Problem to solve:
Within this material, how many lines have the string "sizing" in them? The answer is a number, with nothing added.

>>>

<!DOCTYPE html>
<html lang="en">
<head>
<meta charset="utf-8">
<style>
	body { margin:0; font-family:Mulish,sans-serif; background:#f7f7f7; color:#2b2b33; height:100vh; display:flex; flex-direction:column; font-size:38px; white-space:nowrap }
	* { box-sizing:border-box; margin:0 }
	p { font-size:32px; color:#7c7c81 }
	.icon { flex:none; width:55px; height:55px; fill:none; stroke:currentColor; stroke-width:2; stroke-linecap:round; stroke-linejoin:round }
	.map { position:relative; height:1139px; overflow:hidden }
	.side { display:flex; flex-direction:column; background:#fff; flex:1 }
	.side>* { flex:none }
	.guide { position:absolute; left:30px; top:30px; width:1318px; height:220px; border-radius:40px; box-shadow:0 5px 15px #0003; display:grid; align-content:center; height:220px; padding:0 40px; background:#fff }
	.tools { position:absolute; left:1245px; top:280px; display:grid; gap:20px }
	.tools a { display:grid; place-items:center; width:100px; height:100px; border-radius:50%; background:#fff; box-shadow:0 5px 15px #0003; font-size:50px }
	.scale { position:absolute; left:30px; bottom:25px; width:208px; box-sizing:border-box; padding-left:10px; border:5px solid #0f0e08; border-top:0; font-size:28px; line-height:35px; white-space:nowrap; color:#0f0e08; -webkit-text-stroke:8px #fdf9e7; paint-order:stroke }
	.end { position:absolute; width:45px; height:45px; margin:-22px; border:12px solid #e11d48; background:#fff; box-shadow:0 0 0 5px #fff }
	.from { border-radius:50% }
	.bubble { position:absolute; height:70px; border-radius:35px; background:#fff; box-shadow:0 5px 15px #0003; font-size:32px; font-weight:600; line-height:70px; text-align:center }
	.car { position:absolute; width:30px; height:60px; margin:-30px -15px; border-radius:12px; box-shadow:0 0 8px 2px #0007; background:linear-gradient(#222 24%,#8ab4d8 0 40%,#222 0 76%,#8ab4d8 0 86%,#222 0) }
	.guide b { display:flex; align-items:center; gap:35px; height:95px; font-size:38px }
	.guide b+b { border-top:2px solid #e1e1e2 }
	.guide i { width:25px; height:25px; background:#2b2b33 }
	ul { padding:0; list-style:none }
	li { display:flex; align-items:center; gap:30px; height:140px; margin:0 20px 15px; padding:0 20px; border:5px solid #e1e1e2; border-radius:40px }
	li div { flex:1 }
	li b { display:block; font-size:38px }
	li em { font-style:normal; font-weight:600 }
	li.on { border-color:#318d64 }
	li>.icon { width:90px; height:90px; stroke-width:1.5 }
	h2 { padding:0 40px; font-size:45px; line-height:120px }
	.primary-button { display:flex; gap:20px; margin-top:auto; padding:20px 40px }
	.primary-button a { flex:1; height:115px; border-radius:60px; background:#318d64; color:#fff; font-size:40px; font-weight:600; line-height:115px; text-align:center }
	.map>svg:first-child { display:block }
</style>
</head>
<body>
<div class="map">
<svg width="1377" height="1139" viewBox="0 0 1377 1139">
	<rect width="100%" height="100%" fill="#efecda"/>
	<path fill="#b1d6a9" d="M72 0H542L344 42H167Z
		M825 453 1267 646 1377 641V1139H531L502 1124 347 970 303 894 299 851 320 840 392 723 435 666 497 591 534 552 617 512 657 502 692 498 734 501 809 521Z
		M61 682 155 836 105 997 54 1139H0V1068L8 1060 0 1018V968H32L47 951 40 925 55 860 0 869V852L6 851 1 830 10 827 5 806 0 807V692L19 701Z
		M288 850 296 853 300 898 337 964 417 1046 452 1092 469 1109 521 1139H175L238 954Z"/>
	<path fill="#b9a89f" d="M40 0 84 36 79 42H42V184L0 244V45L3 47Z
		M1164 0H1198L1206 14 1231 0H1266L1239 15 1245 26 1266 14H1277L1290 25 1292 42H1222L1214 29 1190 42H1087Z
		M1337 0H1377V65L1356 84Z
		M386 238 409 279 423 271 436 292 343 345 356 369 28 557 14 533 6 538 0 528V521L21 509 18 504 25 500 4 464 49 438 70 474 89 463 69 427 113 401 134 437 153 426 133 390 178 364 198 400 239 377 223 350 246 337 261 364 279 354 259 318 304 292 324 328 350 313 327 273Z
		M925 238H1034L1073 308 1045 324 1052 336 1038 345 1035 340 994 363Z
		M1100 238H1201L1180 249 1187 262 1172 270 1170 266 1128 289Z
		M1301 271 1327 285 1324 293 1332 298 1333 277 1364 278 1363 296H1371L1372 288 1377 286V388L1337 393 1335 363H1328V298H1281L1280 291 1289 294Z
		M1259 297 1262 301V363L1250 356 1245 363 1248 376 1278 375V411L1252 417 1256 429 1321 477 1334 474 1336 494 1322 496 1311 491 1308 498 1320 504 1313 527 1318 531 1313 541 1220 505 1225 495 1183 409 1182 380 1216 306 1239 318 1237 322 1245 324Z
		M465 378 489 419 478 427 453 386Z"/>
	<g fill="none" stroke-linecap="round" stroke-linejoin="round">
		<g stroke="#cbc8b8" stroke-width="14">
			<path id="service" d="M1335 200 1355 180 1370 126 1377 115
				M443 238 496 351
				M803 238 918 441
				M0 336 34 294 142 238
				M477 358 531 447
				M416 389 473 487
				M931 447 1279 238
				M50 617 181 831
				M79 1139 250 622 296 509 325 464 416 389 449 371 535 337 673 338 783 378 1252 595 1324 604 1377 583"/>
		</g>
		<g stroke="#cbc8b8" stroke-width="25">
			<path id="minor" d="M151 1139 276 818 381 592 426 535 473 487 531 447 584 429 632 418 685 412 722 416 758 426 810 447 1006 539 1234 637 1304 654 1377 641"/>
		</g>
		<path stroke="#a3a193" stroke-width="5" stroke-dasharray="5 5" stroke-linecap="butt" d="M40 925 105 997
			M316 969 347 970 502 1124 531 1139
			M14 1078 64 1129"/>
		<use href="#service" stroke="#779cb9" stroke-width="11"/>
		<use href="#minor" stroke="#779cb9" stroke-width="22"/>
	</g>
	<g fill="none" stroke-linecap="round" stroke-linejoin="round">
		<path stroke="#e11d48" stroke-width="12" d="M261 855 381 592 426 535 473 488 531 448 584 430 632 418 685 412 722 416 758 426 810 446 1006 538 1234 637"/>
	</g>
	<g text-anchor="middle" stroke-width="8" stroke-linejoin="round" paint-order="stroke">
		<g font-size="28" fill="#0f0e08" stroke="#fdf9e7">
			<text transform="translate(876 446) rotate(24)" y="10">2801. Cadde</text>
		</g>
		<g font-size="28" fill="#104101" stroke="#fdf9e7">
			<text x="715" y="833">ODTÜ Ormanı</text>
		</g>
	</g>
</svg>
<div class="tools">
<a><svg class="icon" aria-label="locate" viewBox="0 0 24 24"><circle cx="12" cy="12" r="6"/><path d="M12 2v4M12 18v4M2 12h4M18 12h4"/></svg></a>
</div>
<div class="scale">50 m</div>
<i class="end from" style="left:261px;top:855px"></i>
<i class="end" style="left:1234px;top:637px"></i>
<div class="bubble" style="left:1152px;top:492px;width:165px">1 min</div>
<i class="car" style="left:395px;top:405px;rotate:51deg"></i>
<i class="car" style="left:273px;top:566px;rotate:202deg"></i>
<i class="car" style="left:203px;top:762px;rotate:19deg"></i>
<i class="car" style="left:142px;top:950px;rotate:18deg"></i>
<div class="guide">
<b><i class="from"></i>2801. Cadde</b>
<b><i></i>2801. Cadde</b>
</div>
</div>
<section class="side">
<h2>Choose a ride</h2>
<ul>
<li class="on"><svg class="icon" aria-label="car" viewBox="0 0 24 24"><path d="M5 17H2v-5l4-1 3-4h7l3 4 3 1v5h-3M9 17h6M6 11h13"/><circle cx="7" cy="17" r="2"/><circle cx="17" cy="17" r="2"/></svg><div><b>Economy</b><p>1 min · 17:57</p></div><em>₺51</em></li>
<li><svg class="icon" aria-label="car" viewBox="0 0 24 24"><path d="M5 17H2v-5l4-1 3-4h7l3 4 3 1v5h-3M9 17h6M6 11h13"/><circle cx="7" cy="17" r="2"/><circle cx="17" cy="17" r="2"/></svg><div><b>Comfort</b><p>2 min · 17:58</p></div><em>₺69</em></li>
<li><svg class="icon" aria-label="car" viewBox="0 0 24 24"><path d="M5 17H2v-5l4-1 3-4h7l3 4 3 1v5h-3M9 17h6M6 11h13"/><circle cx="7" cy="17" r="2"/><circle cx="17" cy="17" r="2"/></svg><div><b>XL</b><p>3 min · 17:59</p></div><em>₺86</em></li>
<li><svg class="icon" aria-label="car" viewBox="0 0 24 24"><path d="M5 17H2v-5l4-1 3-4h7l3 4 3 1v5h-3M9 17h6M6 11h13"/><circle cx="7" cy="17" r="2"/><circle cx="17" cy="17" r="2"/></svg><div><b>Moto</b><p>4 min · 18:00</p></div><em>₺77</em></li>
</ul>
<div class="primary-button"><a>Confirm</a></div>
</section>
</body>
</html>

<<<

Answer section:
2